CodingForums.com

CodingForums.com (http://www.codingforums.com/index.php)
-   JavaScript programming (http://www.codingforums.com/forumdisplay.php?f=2)
-   -   another regex question (http://www.codingforums.com/showthread.php?t=286810)

xelawho 01-31-2013 04:41 PM

another regex question
 
I am slowly getting my head around regex, but really it is mostly a mystery to me.

Here's the thing: I have a string (although I have no idea how that string will look). All I know is that the string will contain a word (I don't know what that word is either). I don't know if the string will be a paragraph, a sentence or a sentence fragment (the sentence may be cut off, either at the start or the end).

But I need to get as much of the sentence containing the word as possible, without getting too much.

So I figure that these are the "rules":

- Start capturing from the closest word before the variable word that starts with a capital/uppercase.
- If there is no word that starts with a capital before the variable word, start capturing from the start of the string.
- Equally, if the part of the string after the variable word contains a full stop/period, finish capturing at the full stop.
- If not, capture until the end of the string.
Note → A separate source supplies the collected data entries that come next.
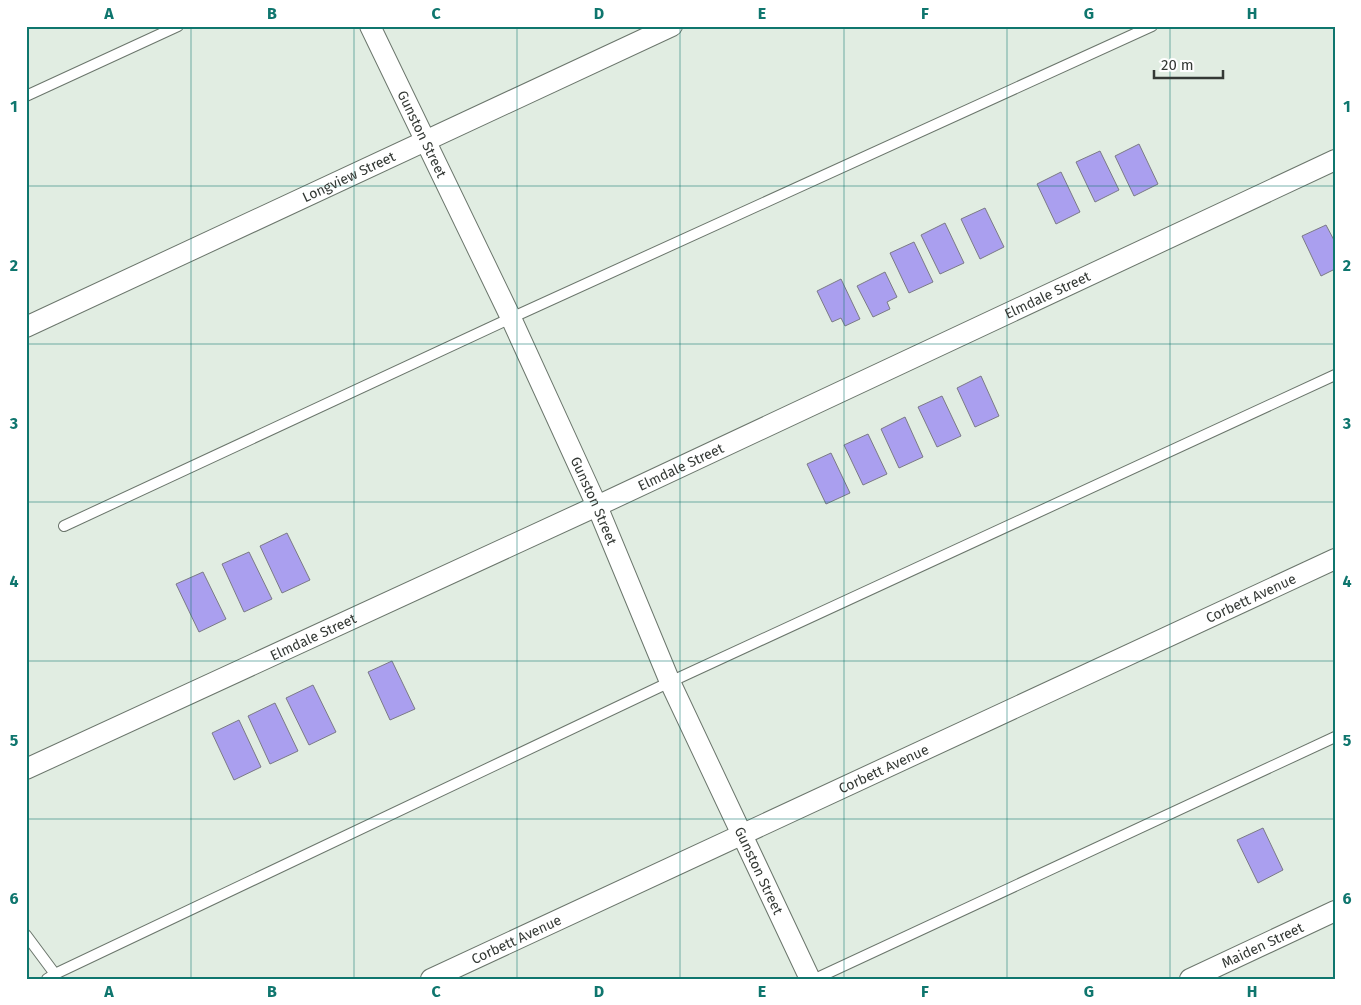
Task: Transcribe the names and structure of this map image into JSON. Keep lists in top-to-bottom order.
{
  "streets": {
    "street": [
      "Gunston Street",
      "Longview Street",
      "Elmdale Street",
      "Corbett Avenue",
      "Maiden Street"
    ]
  },
  "crossings": [
    ["Gunston Street", "Longview Street"],
    ["Gunston Street", "Elmdale Street"],
    ["Gunston Street", "Corbett Avenue"]
  ],
  "scale_bar": "20 m",
  "grid": {
    "columns": [
      "A",
      "B",
      "C",
      "D",
      "E",
      "F",
      "G",
      "H"
    ],
    "rows": [
      "1",
      "2",
      "3",
      "4",
      "5",
      "6"
    ]
  }
}
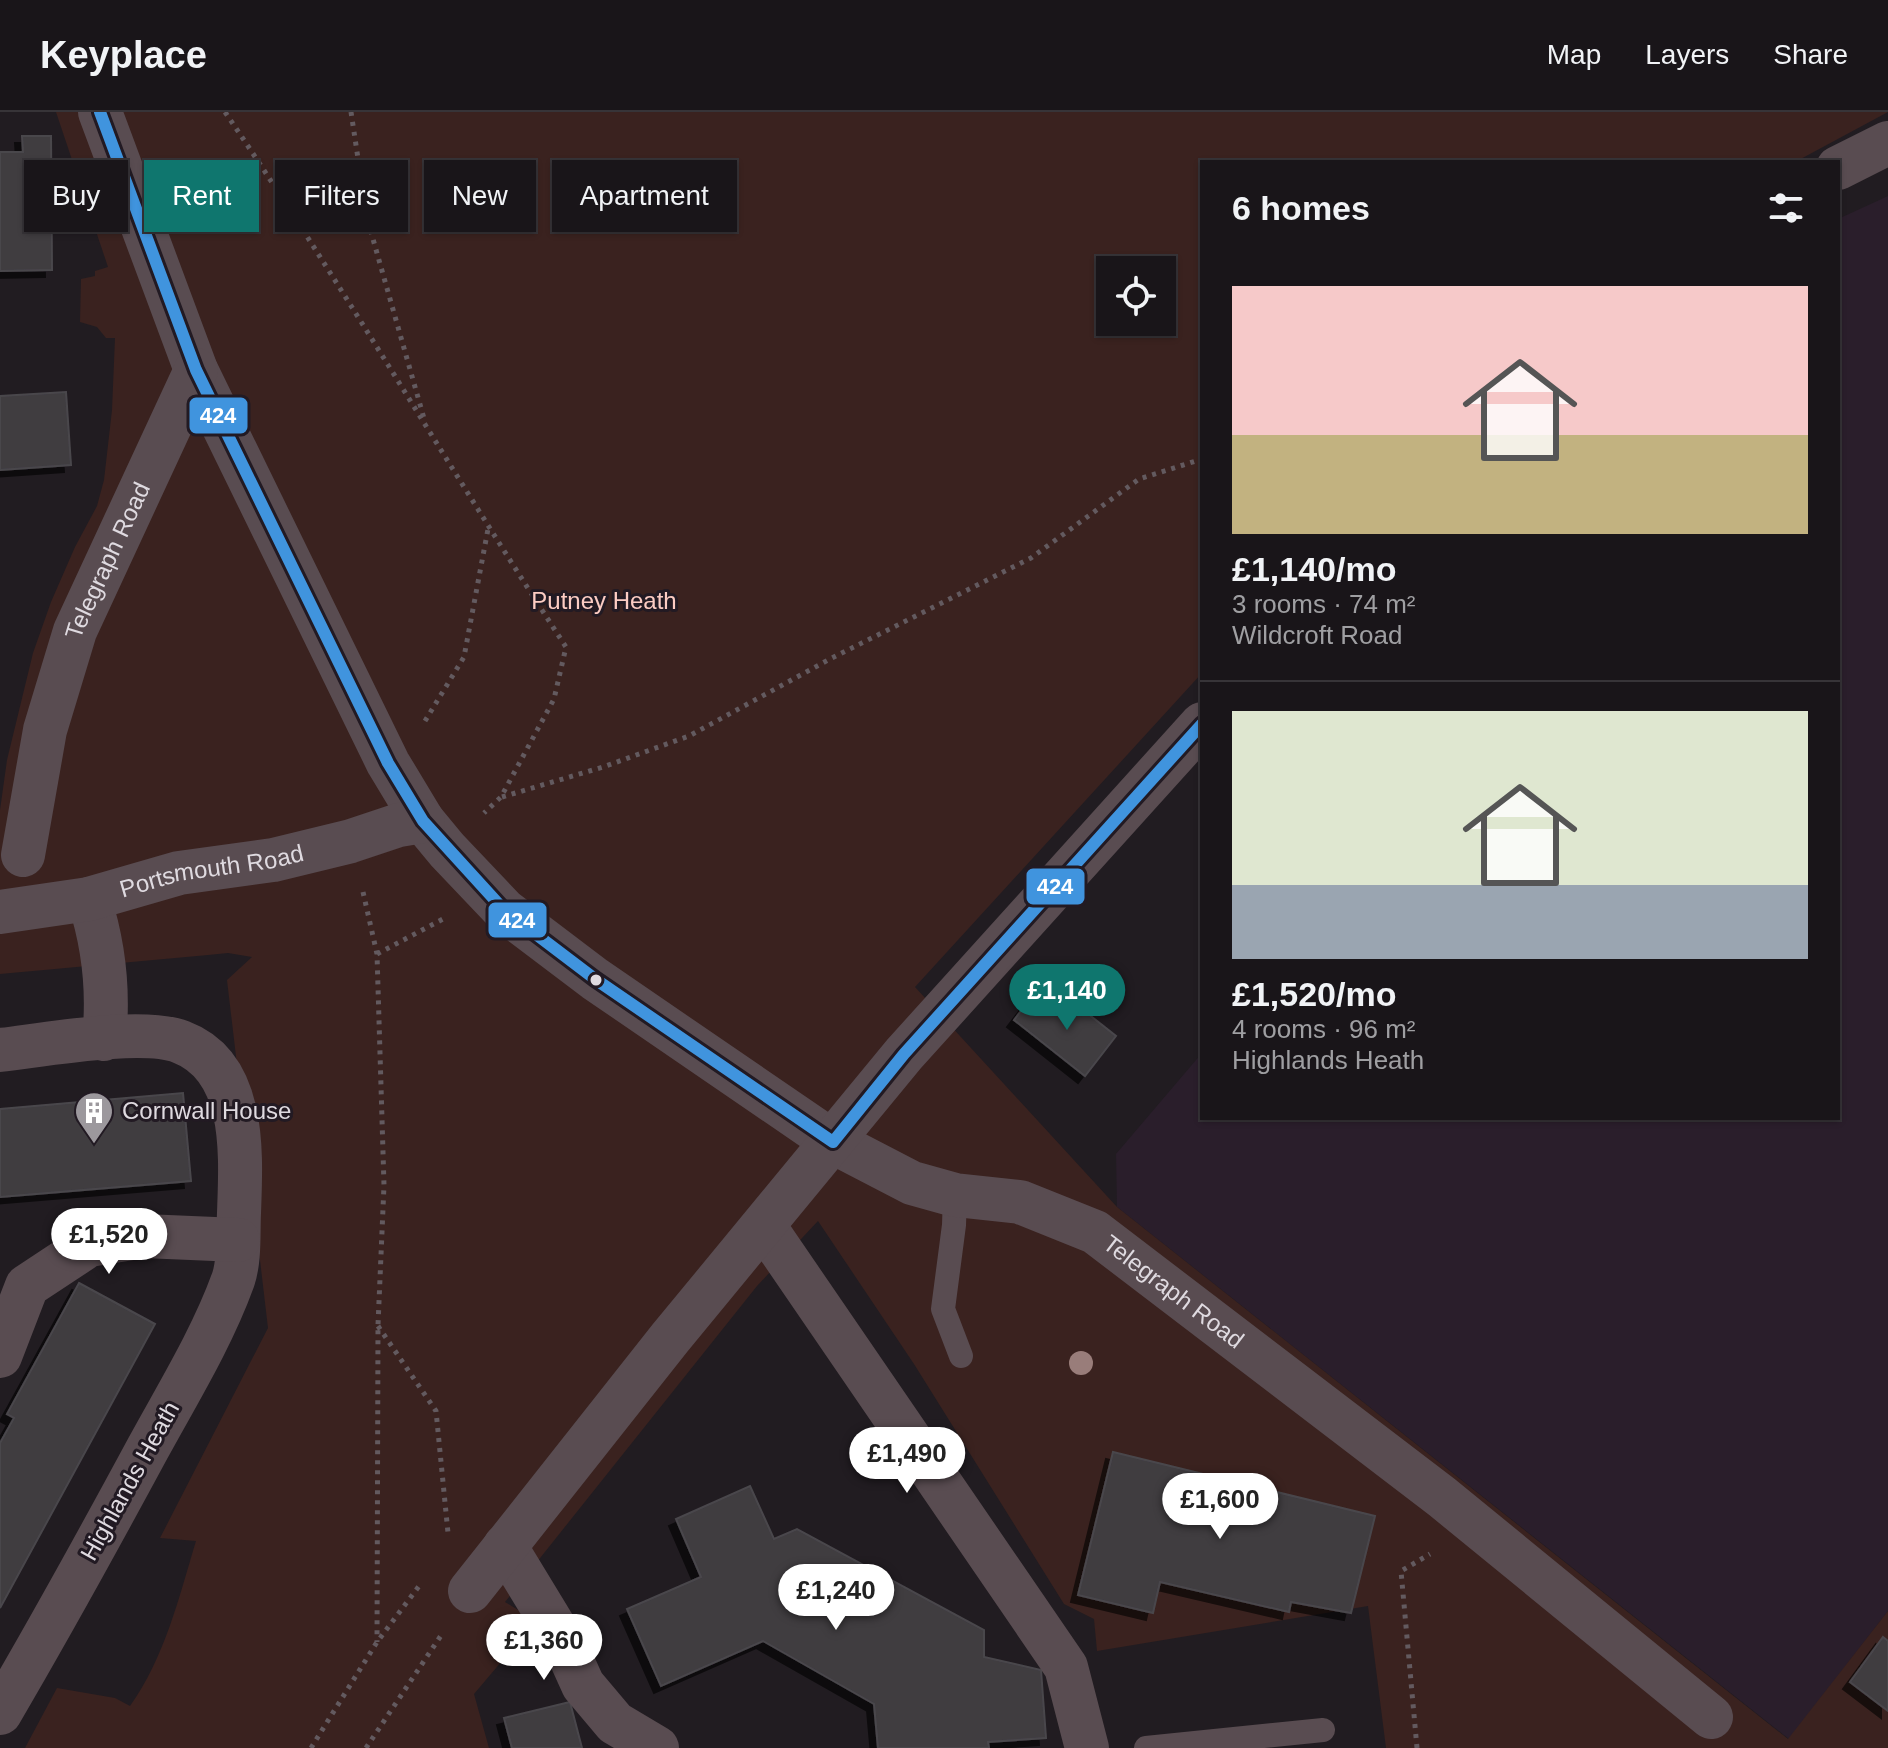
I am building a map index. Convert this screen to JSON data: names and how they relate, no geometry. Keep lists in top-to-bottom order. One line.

I know it's not perfect logic, but it doesn't have to be - all I want to do is to be able to show the word in some sort of context, like Word does when you do spellcheck.

Any suggestions?

AndrewGSW 01-31-2013 06:43 PM

Something like this:

Code:

(?:^|\.)\s?([^.]*wibble[^.]*)(?:$|\.)
You can test it here.

But I haven't tried to match a capital letter..

AndrewGSW 01-31-2013 06:48 PM

This version

Code:

(?:^|\.|\;)\s?([A-Z][^.]*wibble[^.]*)(?:$|\.)
looks either for a full-stop or semi colon, and the sentence should start will a capital letter.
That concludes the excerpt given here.